[15] Yiddish, it may be explained, is not Hebrew at all, as is popularly supposed, though it is printed in Hebrew characters. It is really a Swabian dialect, and 70 per cent. of the words in it are German. Its more scientific name is Judaeo-Germanic.

[16] In certain districts, notably that of Kielce, there was a considerable amount of forced labour, for men were badly wanted to work in the unexploited mines there. Similarly we find that an appeal was made to the Pope in November, 1916, asking whether such compulsion was not an act of “intolerable tyranny.” After a considerable delay His Holiness replied that “as a neutral” he could not interfere in such internal questions. But in spite of such instances we shall probably be right to conclude that Germany did not make forced levies for labour to any considerable extent.
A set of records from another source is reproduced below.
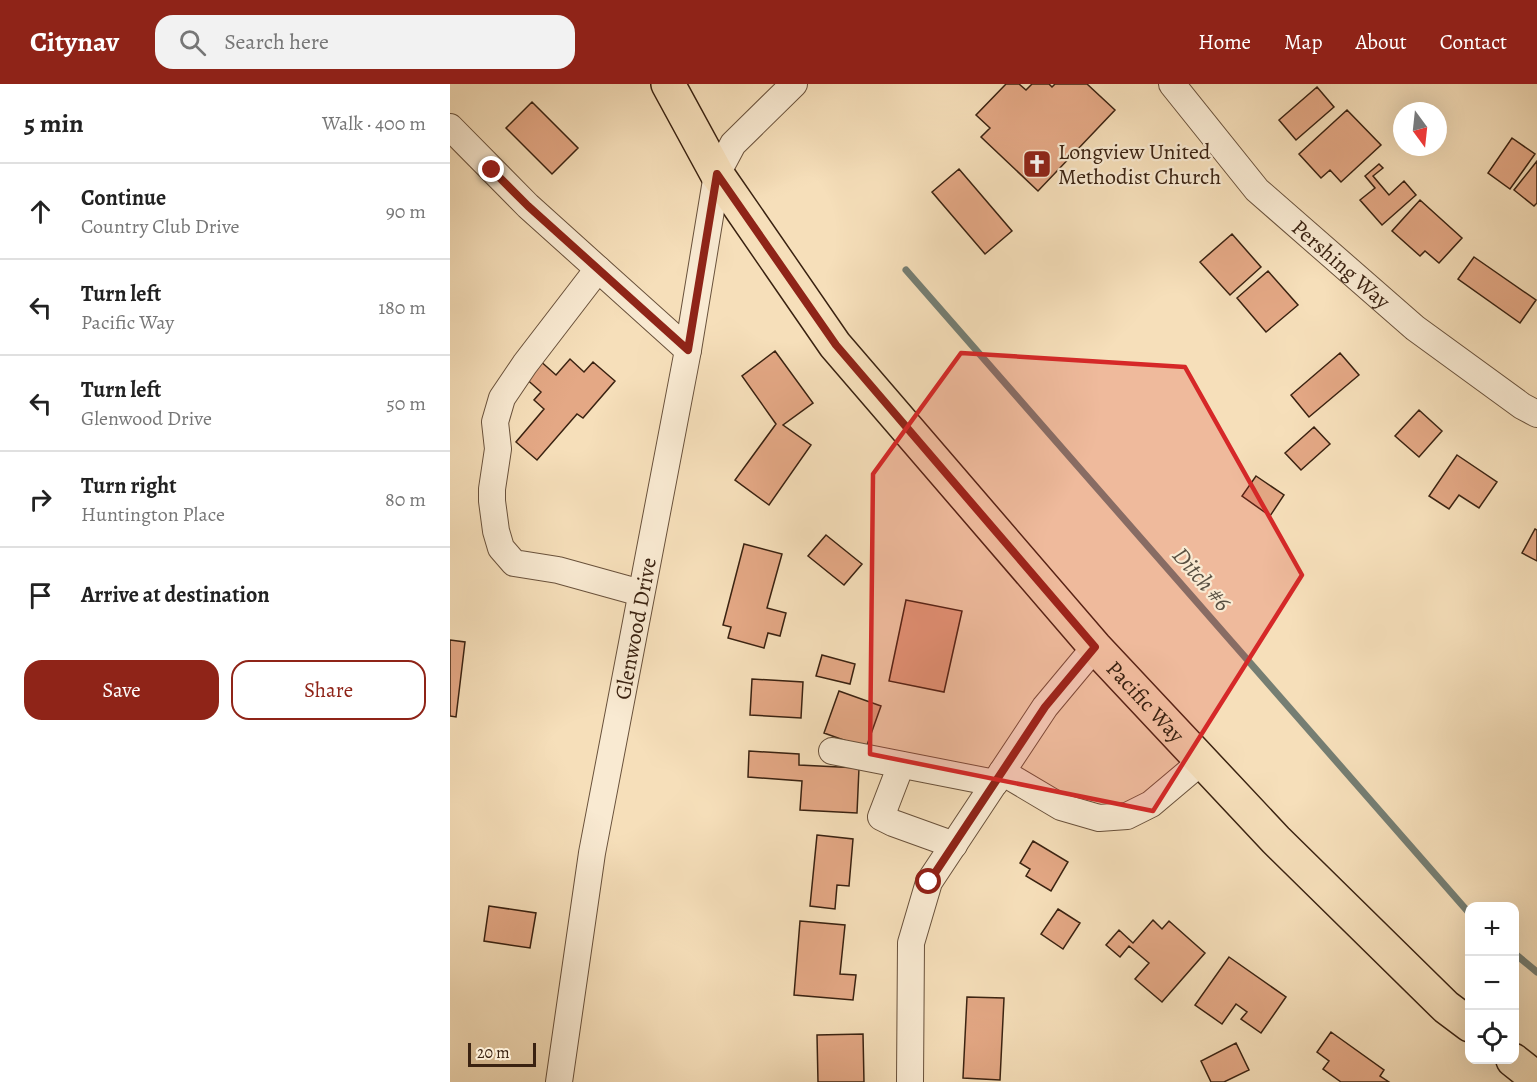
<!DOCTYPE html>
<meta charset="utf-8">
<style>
:root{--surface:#fff;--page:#f2f2f2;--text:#222;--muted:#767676;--line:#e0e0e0;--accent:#8f2418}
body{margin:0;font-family:Alegreya,serif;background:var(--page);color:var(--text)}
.controls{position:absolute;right:18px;bottom:18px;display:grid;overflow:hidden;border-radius:12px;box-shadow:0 6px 24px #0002}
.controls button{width:54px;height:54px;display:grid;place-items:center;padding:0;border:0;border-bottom:2px solid var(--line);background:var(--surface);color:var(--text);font:30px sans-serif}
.compass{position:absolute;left:943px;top:18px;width:54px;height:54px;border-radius:50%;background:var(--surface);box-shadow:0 6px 24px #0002;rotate:165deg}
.scale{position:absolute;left:18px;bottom:15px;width:68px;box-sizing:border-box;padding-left:6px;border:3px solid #3a2211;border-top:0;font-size:16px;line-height:21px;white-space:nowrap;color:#3a2211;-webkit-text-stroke:4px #f9ead2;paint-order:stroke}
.stop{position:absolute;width:18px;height:18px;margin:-14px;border:4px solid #8f2418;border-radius:50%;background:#fff}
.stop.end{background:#8f2418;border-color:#fff;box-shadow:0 2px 6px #0008}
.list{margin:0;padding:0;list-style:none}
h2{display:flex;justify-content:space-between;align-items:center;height:78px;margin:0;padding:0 24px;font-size:26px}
h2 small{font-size:20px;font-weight:400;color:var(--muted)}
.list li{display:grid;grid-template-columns:39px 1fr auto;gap:18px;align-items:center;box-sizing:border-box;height:96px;padding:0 24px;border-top:2px solid var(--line)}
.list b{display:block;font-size:22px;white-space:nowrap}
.list p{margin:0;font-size:20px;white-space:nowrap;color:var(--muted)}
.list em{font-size:20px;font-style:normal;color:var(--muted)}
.actions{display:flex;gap:12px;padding:18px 24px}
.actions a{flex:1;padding:14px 0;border:2px solid var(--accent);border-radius:18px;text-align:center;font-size:21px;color:var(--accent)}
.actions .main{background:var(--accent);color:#fff}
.icon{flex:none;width:33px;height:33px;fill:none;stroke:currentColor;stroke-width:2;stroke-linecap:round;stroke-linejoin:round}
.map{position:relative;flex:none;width:1087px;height:998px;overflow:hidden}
header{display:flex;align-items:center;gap:36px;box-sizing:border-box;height:84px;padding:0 30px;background:var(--accent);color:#fff}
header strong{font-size:28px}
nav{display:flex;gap:33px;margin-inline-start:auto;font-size:21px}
.search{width:420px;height:54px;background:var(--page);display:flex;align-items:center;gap:15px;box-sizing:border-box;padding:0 21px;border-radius:18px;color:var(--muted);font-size:22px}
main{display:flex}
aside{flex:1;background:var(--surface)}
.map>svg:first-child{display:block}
</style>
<header>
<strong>Citynav</strong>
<div class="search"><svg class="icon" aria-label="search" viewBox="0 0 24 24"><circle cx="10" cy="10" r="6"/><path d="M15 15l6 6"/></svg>Search here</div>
<nav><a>Home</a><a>Map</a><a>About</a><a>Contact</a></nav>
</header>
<main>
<aside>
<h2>5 min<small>Walk · 400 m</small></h2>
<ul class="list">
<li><svg class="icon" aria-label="ahead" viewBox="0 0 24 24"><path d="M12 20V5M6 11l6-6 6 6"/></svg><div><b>Continue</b><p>Country Club Drive</p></div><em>90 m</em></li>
<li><svg class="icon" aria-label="left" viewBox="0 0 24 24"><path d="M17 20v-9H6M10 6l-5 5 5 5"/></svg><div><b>Turn left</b><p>Pacific Way</p></div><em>180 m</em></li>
<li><svg class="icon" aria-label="left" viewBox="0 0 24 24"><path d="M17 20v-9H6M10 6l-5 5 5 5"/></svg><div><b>Turn left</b><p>Glenwood Drive</p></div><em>50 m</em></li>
<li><svg class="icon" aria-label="right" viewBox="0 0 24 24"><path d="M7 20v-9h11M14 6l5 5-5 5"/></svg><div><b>Turn right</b><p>Huntington Place</p></div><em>80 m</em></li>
<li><svg class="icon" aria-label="arrive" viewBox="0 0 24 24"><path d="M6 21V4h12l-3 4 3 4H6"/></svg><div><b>Arrive at destination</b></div></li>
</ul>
<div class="actions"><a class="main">Save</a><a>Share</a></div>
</aside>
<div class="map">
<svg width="1087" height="998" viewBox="0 0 1087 998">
<rect width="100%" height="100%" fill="#f6dfba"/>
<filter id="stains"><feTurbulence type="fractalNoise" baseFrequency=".00333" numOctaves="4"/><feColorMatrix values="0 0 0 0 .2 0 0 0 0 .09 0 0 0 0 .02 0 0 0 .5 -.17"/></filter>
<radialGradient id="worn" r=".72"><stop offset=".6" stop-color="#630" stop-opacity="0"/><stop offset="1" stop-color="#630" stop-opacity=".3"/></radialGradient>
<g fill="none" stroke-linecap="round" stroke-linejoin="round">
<path stroke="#757e73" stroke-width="7" d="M456,186L1020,830
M1064,869L1087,888"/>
</g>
<path fill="#e4a885" stroke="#3a2211" stroke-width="1.5" d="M556,0H569L576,6L582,0H599L602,3L605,0H637L665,26L588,107L531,53L540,44L526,31Z
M867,3L884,23L846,56L829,36Z
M82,18L128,64L102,90L56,44Z
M897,26L931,61L891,98L880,86L871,94L849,70Z
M1062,54L1085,70L1060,105L1038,89Z
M1087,77V119L1084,122L1064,106Z
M929,80L933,84L923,92L939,111L954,97L966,111L932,141L910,116L925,104L915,92Z
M509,85L562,147L535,170L482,108Z
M970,116L1012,154L989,179L975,167L970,172L942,147Z
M782,150L811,183L780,211L750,178Z
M1024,173L1086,216L1070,239L1008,195Z
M818,187L848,221L816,248L787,214Z
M325,267L363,319L333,341L361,361L319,421L285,396L326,340L292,292Z
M890,269L909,291L859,333L841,311Z
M88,275L106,291L120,275L134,288L143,278L165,297L133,334L127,330L87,376L66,358L94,325L84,316L91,308L73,292Z
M969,326L992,347L969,373L945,352Z
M864,343L880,360L851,386L835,369Z
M1007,371L1047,398L1029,424L1009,411L999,425L979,412Z
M806,392L834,411L820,432L792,412Z
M1085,445L1087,446V477L1072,469Z
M376,451L412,480L394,501L358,472Z
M294,460L332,470L317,524L336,529L330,552L318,549L314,564L278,554L281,543L273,541Z
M456,516L512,527L494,608L439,597Z
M0,556L15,558L6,633L0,632Z
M372,571L405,580L400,600L366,592Z
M302,595L353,598L351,634L300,631Z
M389,607L431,622L416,664L374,649Z
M299,667L349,670V681L409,684L407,729L350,726L352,697L298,693Z
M367,751L403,755L399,802L387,801L385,825L360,822Z
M583,757L618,778L601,807L576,792L580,785L570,779Z
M39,822L86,829L80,864L34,857Z
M608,825L630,839L613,865L591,850Z
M703,836L712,845L719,837L755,869L712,918L685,895L699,879L679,862L670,873L656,861L669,846L683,859Z
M350,837L395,841L390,890L406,891L403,916L344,911Z
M779,873L836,913L811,949L791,935L797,928L786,920L772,940L745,921Z
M517,913L554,914L550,996L513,994Z
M881,948L934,986L930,992L939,998H891L873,985L879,977L867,968Z
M413,950L414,998H368L367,951Z
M786,959L799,986L774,998H761L751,977Z"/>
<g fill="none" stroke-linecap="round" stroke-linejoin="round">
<g stroke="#69513b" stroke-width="28">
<g id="minor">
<path id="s1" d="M722,0L807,106L965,244L1072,322L1087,330"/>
<path d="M0,43L78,122L238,266"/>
<path d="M148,185L75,280L52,314L45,338L48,365L42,405V417L46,447L51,464L64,479L108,486L191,509"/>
<path d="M382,667L545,699"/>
<path d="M451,681L431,733L443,739L504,761"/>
<path d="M552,688L611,723L649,734L677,732L701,720L752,677"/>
<path id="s2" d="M109,998L142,769L238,266L267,90L283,60L344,0"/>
<path d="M460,998L461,859L479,798L595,623L645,563"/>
</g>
</g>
<g stroke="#3a2211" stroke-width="36">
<g id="major">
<path id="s3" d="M218,0L267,90L385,261L645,563L826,756L996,923L1020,941"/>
<path d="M1063,976L1087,995"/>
</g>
</g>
<use href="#minor" stroke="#f9ead2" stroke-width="26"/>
<use href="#major" stroke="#f6dfba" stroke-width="33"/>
</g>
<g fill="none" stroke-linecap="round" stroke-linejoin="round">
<path stroke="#8f2418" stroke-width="8" d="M42,86L78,122L238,266L267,90L386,261L645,563L595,623L479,798"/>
</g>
<path fill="#d62828" fill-opacity="0.2" stroke="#d62828" stroke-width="4.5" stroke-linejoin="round" d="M511,269L735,283L852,491L703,727L420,670L423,390Z"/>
<defs>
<g id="church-square" transform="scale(1.5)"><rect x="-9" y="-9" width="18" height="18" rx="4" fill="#8f2418" stroke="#f9ead2"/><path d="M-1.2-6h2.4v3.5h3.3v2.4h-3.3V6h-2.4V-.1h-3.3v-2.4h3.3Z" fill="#fff"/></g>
</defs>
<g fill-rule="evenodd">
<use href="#church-square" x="587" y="80"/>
</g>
<g text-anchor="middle" stroke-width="4.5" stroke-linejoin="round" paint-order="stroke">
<g font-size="22" fill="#3a2211" stroke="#f9ead2" text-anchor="start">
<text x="608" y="75">Longview United<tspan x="608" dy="25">Methodist Church</tspan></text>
</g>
<g font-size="22" fill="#3a2211" stroke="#f9ead2">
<text dy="8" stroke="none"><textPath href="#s1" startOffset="248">Pershing Way</textPath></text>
<text dy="8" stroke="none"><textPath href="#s2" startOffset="460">Glenwood Drive</textPath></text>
<text dy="8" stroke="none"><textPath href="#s3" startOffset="783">Pacific Way</textPath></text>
</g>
<g font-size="24" font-style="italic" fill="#585042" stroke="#f9ead2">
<text transform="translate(752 495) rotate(49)" y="8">Ditch #6</text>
</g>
</g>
<rect width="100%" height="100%" filter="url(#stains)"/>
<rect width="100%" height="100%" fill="url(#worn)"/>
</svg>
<div class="controls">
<button>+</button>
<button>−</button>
<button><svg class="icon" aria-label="locate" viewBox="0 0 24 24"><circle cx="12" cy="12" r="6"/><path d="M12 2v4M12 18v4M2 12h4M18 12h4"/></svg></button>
</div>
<svg class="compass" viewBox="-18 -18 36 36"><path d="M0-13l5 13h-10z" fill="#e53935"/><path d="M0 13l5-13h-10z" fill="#767676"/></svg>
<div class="scale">20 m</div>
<div class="stop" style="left:479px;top:798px"></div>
<div class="stop end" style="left:42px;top:86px"></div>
</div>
</main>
[17] Too much stress, however, must not be laid on the force of religious conviction in Poland, as the following incident shews. General von Beseler made an order not long ago that German should be used as the language of instruction in Protestant schools in Warsaw, since Germany claimed as German, children who were of the German and not of the Polish national creed. A certain Dr. Machlejd, a pastor of Lutheran theology, protested against this, and pointed out that if it was insisted on, it would be perfectly easy for the children to become Roman Catholics.

[18] The Czas, the leading Cracow paper, remarks with regard to this Club, “it ought to be remembered that the Club of the Polish State works with the idea of basing the existence of the Polish State on a connection with Germany, that it conducts an active propaganda in Warsaw in favour of that programme.” It is equally strongly anti-Russian, for in September, 1916, we find it passing a resolution that the Central Empires will permit certain measures which will allow the Poles “to take an active part in the struggle against Russia.”

[19] About this time the National Democrats issued the following proclamation about enlistment in German armies:—“Poles, brothers, you are being forced to enlist. If you do not wish to draw down on your heads the curse of an entire nation, if you wish to preserve the spotless purity of your emblem, the White Eagle, do not play the part of German conspirators.”

[20] This large percentage was due to the fact that it was chiefly able-bodied men who fled into Russia at the time of the retreat of her armies in 1915.

[21] The Inter-party Club represents pro-Entente opinion in Poland.

[22] The subsequent fate of this Polish army in Russia was as follows: The Russian peace and the treaty with the Ukraine completely paralysed its potentialities, for it numbered only about 15,000 men (exaggerated by report to 60,000), and there was no longer any Russian army for them to fight in conjunction with. Their commander, General Musnicki, therefore signed a treaty with Germany, by which the duties assigned to them were to defend certain territories between the Dneiper and Mohileff from Bolshevik lawlessness. Germany, in fact, recognised his army as a neutral army. This was rather a melancholy conclusion, but it is difficult to see what else General Musnicki could have done. In any case, the Bolsheviks were no less a danger to Poland than to Russia or Germany, and the solution was probably the best possible.